Where the records below begin, start copying, and stop after the line that contains "0 3.5px,transparent 0"; reproduce every line exactly but omit pictures.

SOURCE MATERIAL.
———

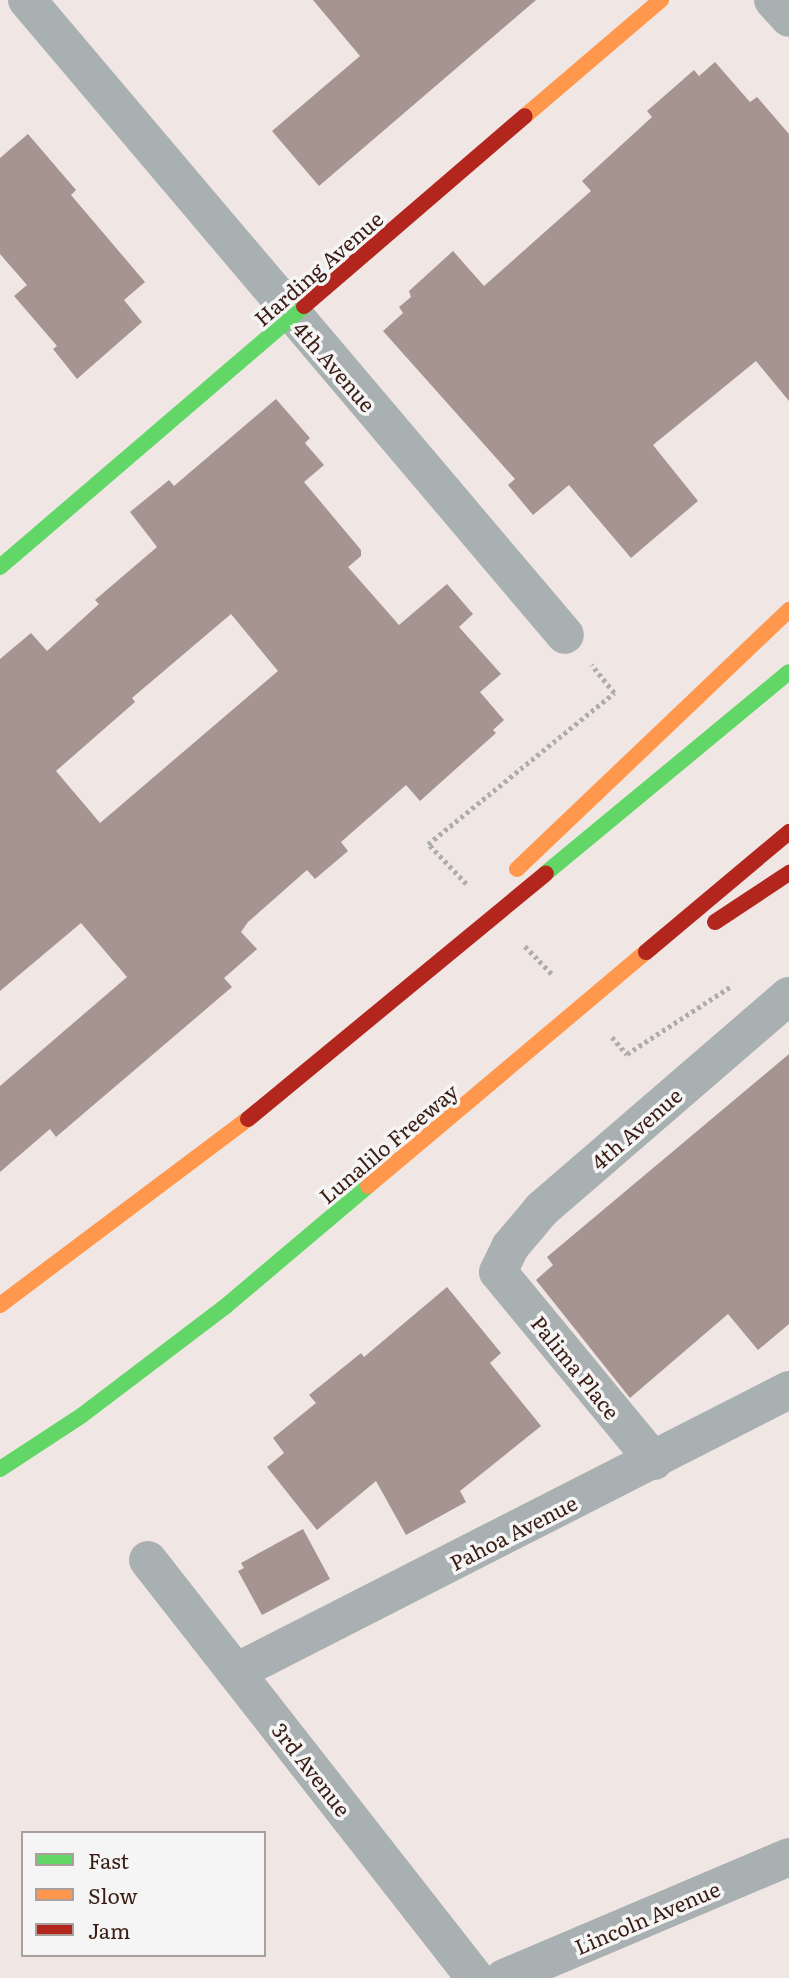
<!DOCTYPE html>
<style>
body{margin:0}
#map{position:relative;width:789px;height:1978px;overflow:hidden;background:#f0e7e4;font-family:Literata,serif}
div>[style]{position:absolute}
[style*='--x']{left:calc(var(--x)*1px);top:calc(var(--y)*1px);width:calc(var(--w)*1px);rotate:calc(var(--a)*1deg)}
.building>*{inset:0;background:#a5948f}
.path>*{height:4.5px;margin-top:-2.25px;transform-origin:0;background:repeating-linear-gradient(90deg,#adadae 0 3.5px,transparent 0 7px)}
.street>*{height:38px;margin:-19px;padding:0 19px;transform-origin:19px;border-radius:19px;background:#a9b0b1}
.fast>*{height:16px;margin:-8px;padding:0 8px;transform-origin:8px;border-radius:8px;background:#63d668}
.slow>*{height:16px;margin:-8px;padding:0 8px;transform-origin:8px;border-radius:8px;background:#ff974d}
.jam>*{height:16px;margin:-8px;padding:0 8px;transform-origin:8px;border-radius:8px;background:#b3261e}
span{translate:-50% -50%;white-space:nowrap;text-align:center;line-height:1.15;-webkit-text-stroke:7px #f5f5f5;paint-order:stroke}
.street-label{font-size:21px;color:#3b1d14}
.legend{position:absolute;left:21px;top:1831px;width:245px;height:126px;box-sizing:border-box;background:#f5f5f5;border:2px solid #ab9f9b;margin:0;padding:9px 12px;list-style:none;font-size:21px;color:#3b1d14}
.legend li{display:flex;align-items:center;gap:14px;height:35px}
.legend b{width:35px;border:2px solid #ab9f9b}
</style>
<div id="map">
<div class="building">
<div style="clip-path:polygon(313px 0,536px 0,319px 186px,272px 131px,360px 56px)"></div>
<div style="clip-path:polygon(715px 62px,750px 102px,757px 97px,789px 134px,789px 401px,756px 361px,653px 445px,698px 501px,631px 558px,569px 485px,533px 515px,508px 485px,515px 479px,383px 331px,403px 313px,399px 307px,411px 297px,409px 291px,453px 251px,484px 286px,591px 191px,582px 181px,652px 117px,647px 111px,694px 70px,699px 76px)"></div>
<div style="clip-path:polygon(28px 134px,76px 190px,71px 195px,145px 282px,124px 300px,142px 322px,77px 379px,53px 349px,57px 346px,14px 296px,27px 285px,0 254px,0 158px)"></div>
<div style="clip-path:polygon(evenodd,276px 399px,310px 438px,305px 443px,324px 465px,304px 482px,361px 550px,361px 556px,348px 567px,399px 625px,447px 584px,473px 614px,459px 627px,501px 674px,480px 692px,504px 720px,493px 730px,496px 733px,420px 801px,406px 785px,341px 842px,348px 851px,315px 879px,307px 870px,248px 922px,241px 932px,257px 949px,224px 978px,232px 987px,56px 1137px,50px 1129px,0 1172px,0 1086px,127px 977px,81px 923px,0 991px,0 659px,31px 633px,47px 651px,99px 604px,95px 600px,157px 547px,130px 512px,169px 480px,174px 486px,276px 399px,231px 614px,278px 671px,100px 823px,56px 771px,135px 702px,132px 698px,231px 614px)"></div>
<div style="clip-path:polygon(789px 1054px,789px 1324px,758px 1350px,728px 1314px,630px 1398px,536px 1280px,553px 1265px,547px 1257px)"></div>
<div style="clip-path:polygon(447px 1287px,501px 1353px,490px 1363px,541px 1426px,460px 1491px,466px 1502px,406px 1535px,376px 1481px,317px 1530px,267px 1467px,284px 1453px,273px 1438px,316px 1403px,309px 1395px,361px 1353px,364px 1357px)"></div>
<div style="clip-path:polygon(303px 1529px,330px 1579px,262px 1615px,238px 1571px,244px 1568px,241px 1563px)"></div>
</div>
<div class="path">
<div style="--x:466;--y:884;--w:55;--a:-133.5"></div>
<div style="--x:428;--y:844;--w:240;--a:-39.1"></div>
<div style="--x:614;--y:693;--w:36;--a:-129"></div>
<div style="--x:525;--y:946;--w:40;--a:46"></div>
<div style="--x:612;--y:1037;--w:23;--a:49"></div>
<div style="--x:627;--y:1054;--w:126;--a:-33.1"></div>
</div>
<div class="street">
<div style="--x:27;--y:0;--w:832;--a:49.73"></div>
<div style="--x:773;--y:0;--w:24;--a:48"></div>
<div style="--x:654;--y:1461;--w:245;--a:-129.5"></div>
<div style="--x:498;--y:1272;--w:28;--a:-64"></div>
<div style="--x:510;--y:1247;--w:50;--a:-49.9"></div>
<div style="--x:542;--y:1209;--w:326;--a:-40.8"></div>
<div style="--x:148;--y:1560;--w:531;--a:51.96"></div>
<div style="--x:236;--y:1672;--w:621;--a:-27.02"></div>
<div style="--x:504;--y:1978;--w:310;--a:-23"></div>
</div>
<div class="fast">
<div style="--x:0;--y:567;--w:401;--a:-40.6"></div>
<div style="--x:546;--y:873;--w:315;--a:-39.6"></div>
<div style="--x:0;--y:1469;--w:97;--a:-33.2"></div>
<div style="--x:81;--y:1416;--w:183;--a:-37.2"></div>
<div style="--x:227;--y:1305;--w:185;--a:-40.2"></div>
</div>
<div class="slow">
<div style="--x:525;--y:116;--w:179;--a:-40.5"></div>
<div style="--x:517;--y:869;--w:376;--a:-43.6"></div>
<div style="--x:368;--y:1186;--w:363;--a:-40.1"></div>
<div style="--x:0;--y:1305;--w:310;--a:-36.9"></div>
</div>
<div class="jam">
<div style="--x:304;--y:306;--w:291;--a:-40.7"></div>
<div style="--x:715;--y:922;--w:89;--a:-33.5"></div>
<div style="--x:646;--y:952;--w:187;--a:-40"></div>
<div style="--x:248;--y:1119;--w:386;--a:-39.5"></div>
</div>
<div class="street-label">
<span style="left:318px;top:268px;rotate:-41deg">Harding Avenue</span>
<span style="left:335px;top:366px;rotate:49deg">4th Avenue</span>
<span style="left:636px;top:1128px;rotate:-41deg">4th Avenue</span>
<span style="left:388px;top:1143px;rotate:-40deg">Lunalilo Freeway</span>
<span style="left:576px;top:1367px;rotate:51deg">Palima Place</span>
<span style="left:513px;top:1532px;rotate:-27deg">Pahoa Avenue</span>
<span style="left:312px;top:1769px;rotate:52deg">3rd Avenue</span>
<span style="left:647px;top:1917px;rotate:-23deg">Lincoln Avenue</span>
</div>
<ul class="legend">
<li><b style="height:9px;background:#63d668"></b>Fast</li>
<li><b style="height:9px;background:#ff974d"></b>Slow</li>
<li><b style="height:9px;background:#b3261e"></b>Jam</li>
</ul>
</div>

———

ANSWER SPACE.
<!DOCTYPE html>
<style>
body{margin:0}
#map{position:relative;width:789px;height:1978px;overflow:hidden;background:#f0e7e4;font-family:Literata,serif}
div>[style]{position:absolute}
[style*='--x']{left:calc(var(--x)*1px);top:calc(var(--y)*1px);width:calc(var(--w)*1px);rotate:calc(var(--a)*1deg)}
.building>*{inset:0;background:#a5948f}
.path>*{height:4.5px;margin-top:-2.25px;transform-origin:0;background:repeating-linear-gradient(90deg,#adadae 0 3.5px,transparent 0 7px)}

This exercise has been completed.